TASK REQUIREMENTS: Please give an exact transcription of the lines below, from the one that contains "strokePath(minor, '#fff', 14);" to the very last, with no other lines.
--
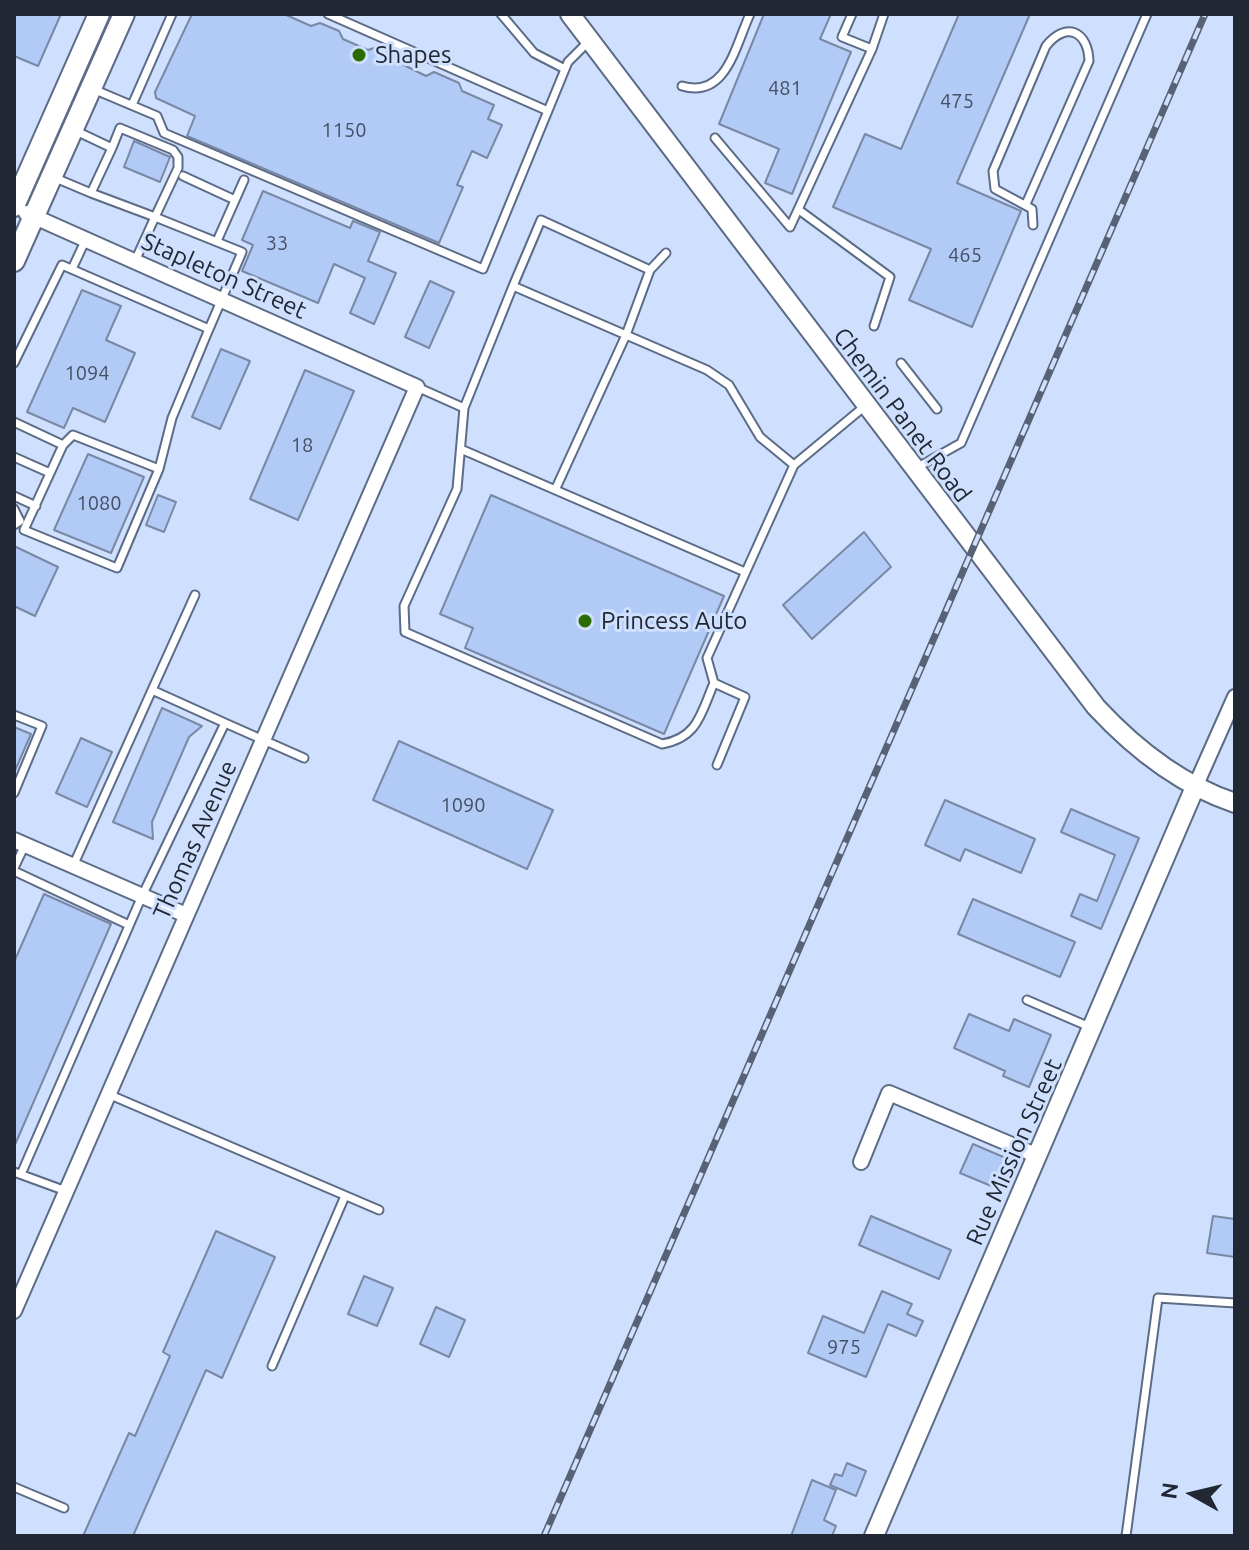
<!DOCTYPE html>
<style>
body{margin:0}
#map{position:relative;width:1249px;height:1550px;overflow:hidden;background:#cfe0ff;font-family:Ubuntu,sans-serif}
canvas{display:block}
.frame{position:absolute;inset:0;border:16px solid #212733;pointer-events:none}
.north{position:absolute;left:1153px;top:1454px;width:80px;height:80px;-webkit-text-stroke:6px #cfe0ff;paint-order:stroke;rotate:278deg;font-size:22px;font-weight:700;line-height:32px;text-align:center;color:#212733}
.north::after{content:'';display:block;margin:auto;width:28px;height:36px;background:#212733;clip-path:polygon(50% 0,100% 100%,50% 72%,0 100%)}
</style>
<div id="map">
<canvas width="1249" height="1550"></canvas>
<div class="frame"></div>
<div class="north">N</div>
</div>
<script>
const g = document.querySelector('canvas').getContext('2d');
g.lineJoin = 'round';
function paint(path, color) { g.fillStyle = color; g.fill(path, 'evenodd'); }
function strokePath(path, color, width, dash) { g.strokeStyle = color; g.lineWidth = width; g.lineCap = dash ? 'butt' : 'round'; g.setLineDash(dash || []); g.stroke(path); }
function write(font, color, halo, rows, align = 'center') {
  g.font = font + ' Ubuntu,sans-serif'; g.lineWidth = 6; g.setLineDash([]); g.textBaseline = 'middle'; g.strokeStyle = halo; g.fillStyle = color; for (const [text, x, y, turn = 0] of rows) {
    g.save(); g.translate(x, y); g.rotate((+turn || 0) * Math.PI / 180); g.textAlign = isNaN(turn) ? turn : align; if (halo) g.strokeText(text, 0, 0); g.fillText(text, 0, 0); g.restore();
  }
}
const building = new Path2D(`
 M14,14H61L38,66L14,56Z
 M192,14H284L311,26L320,23L339,31L343,39L368,50L377,47L398,57L402,64L426,76L434,72L459,83L462,91L494,105L488,119L502,125L487,158L472,151L457,185L463,187L439,243L187,136L195,116L156,98L155,92Z
 M764,14H831L820,39L851,52L792,194L765,183L779,149L719,124Z
 M959,14H1030L957,183L1021,211L972,327L909,300L931,249L833,207L865,134L901,149Z
 M134,141L170,157L160,182L124,167Z
 M263,191L350,228L353,221L380,232L368,261L396,273L374,324L350,313L365,278L334,264L318,303L242,271L253,245L242,240Z
 M430,281L454,292L429,348L405,337Z
 M82,290L121,306L106,340L135,353L105,422L73,408L64,428L27,412Z
 M221,349L250,361L220,429L192,417Z
 M305,370L354,391L298,520L250,499Z
 M88,454L144,477L111,553L54,530Z
 M158,495L176,502L164,532L146,525Z
 M491,495L724,596L664,734L465,648L473,628L440,614Z
 M864,532L891,567L812,639L783,605Z
 M14,546L58,567L35,616L14,606Z
 M162,708L202,726L189,737L158,808L152,822L153,839L113,822Z
 M14,727L31,734L14,773Z
 M81,738L112,752L87,807L56,793Z
 M399,741L553,810L527,869L373,800Z
 M945,800L1035,839L1021,873L965,849L960,861L925,845Z
 M1071,809L1139,838L1101,929L1071,916L1080,894L1097,901L1115,855L1061,832Z
 M44,894L111,924L14,1147V962Z
 M973,899L1075,942L1060,977L958,934Z
 M969,1014L1009,1031L1014,1019L1051,1035L1029,1087L1003,1076L1005,1071L954,1048Z
 M973,1144L1008,1159L996,1188L960,1173Z
 M871,1216L951,1250L939,1279L859,1245Z
 M1213,1216L1235,1219V1257L1207,1253Z
 M216,1231L275,1257L222,1378L206,1370L133,1536H83L129,1433L135,1436L170,1356L163,1352Z
 M364,1276L393,1288L377,1326L348,1314Z
 M882,1291L912,1304L907,1314L923,1321L916,1336L888,1324L866,1377L808,1353L823,1316L864,1333Z
 M436,1307L465,1320L449,1357L420,1344Z
 M847,1463L866,1471L856,1496L830,1485L835,1474L842,1476Z
 M812,1480L836,1490L824,1520L836,1526L832,1536H791Z`);
const service = new Path2D(`
 M328,14L548,111
 M501,14L534,53L565,69
 M852,14L842,37L872,49
 M682,86C726,99 735,47 750,14
 M93,89L157,116L164,133L483,269L568,62L588,42
 M132,105L172,14
 M715,138L790,227L872,49L884,14
 M112,148L120,128L173,150L178,157V168L155,217L242,252L209,329
 M183,176L235,200
 M53,177L91,193L112,148L74,130
 M91,193L155,217L135,261
 M1026,204L1089,61C1088,31 1066,21 1046,46L993,171L995,189L1032,209L1033,225
 M799,210L890,277L874,326
 M217,241L244,180
 M72,269L86,239
 M650,270L666,253
 M513,286L464,408L457,489L404,606L405,632L662,744C698,738 701,713 714,683L745,697L717,765
 M14,363L62,265L209,329L172,418L159,469
 M901,363L937,409
 M417,387L464,408
 M14,422L63,445
 M73,435L159,469L117,568L24,530L63,445Z
 M463,450L745,572
 M14,457L50,473
 M916,468L961,443L1147,14
 M556,488L626,335L650,270L541,220L513,286L707,370L729,385L760,437L794,465L865,406
 M14,496L36,506
 M14,509L20,521L14,525
 M714,683L707,658L794,465
 M152,690L195,595
 M14,715L42,726L14,793
 M73,866L152,690L225,723
 M14,868L25,845
 M14,871L129,925
 M1027,1000L1092,1028
 M108,1094L379,1210
 M14,1172L66,1191
 M22,1172L142,896L225,723L304,758
 M272,1366L345,1196
 M14,1487L64,1508
 M1126,1536L1158,1298L1235,1303`);
const minor = new Path2D(`
 M1195,787L1235,697
 M14,840L186,915
 M861,1162L889,1093L1038,1156
 M14,1311L417,387L26,213`);
const tertiary = new Path2D(`
 M570,14L1096,707C1135,749 1181,785 1235,803
 M874,1536L1195,787`);
const secondary = new Path2D(`
 M14,206L99,14
 M14,261L124,14`);
const rail = new Path2D(`
 M544,1536L1205,14`);
const markers = [
 [359,55,8,"#2c6b00"],
 [585,621,8,"#2c6b00"]
];
const numberNames = [
 ["481",785,88],
 ["475",957,101],
 ["1150",344,130],
 ["33",277,243],
 ["465",965,255],
 ["1094",87,373],
 ["18",302,445],
 ["1080",99,503],
 ["1090",463,805],
 ["975",844,1347]
];
const poiNames = [
 ["Shapes",375,55],
 ["Princess Auto",601,621]
];
const streetNames = [
 ["Stapleton Street",224,276,24],
 ["Chemin Panet Road",902,415,53],
 ["Thomas Avenue",195,840,-66],
 ["Rue Mission Street",1014,1152,-66]
];
paint(building, '#b2caf6');
strokePath(building, '#7988a4', 2);
strokePath(service, '#5c6b86', 11);
strokePath(minor, '#5c6b86', 18);
strokePath(tertiary, '#5c6b86', 22);
strokePath(secondary, '#5c6b86', 24);
strokePath(service, '#fff', 7);
strokePath(minor, '#fff', 14);
strokePath(tertiary, '#fff', 18);
strokePath(secondary, '#fff', 20);
strokePath(rail, '#596274', 7);
strokePath(rail, '#cfe0ff', 4, [12]);
for (const [x, y, r, color] of markers) { const dot = new Path2D(); dot.arc(x, y, r, 0, 2 * Math.PI); g.fillStyle = color; g.fill(dot); strokePath(dot, '#cfe0ff', 3); }
write('20px', '#455064', null, numberNames);
write('24px', '#212733', '#cfe0ff', poiNames, 'left');
write('24px', '#212733', '#cfe0ff', streetNames);
</script>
--
TASK SOLUTION:
strokePath(minor, '#fff', 14);
strokePath(tertiary, '#fff', 18);
strokePath(secondary, '#fff', 20);
strokePath(rail, '#596274', 7);
strokePath(rail, '#cfe0ff', 4, [12]);
for (const [x, y, r, color] of markers) { const dot = new Path2D(); dot.arc(x, y, r, 0, 2 * Math.PI); g.fillStyle = color; g.fill(dot); strokePath(dot, '#cfe0ff', 3); }
write('20px', '#455064', null, numberNames);
write('24px', '#212733', '#cfe0ff', poiNames, 'left');
write('24px', '#212733', '#cfe0ff', streetNames);
</script>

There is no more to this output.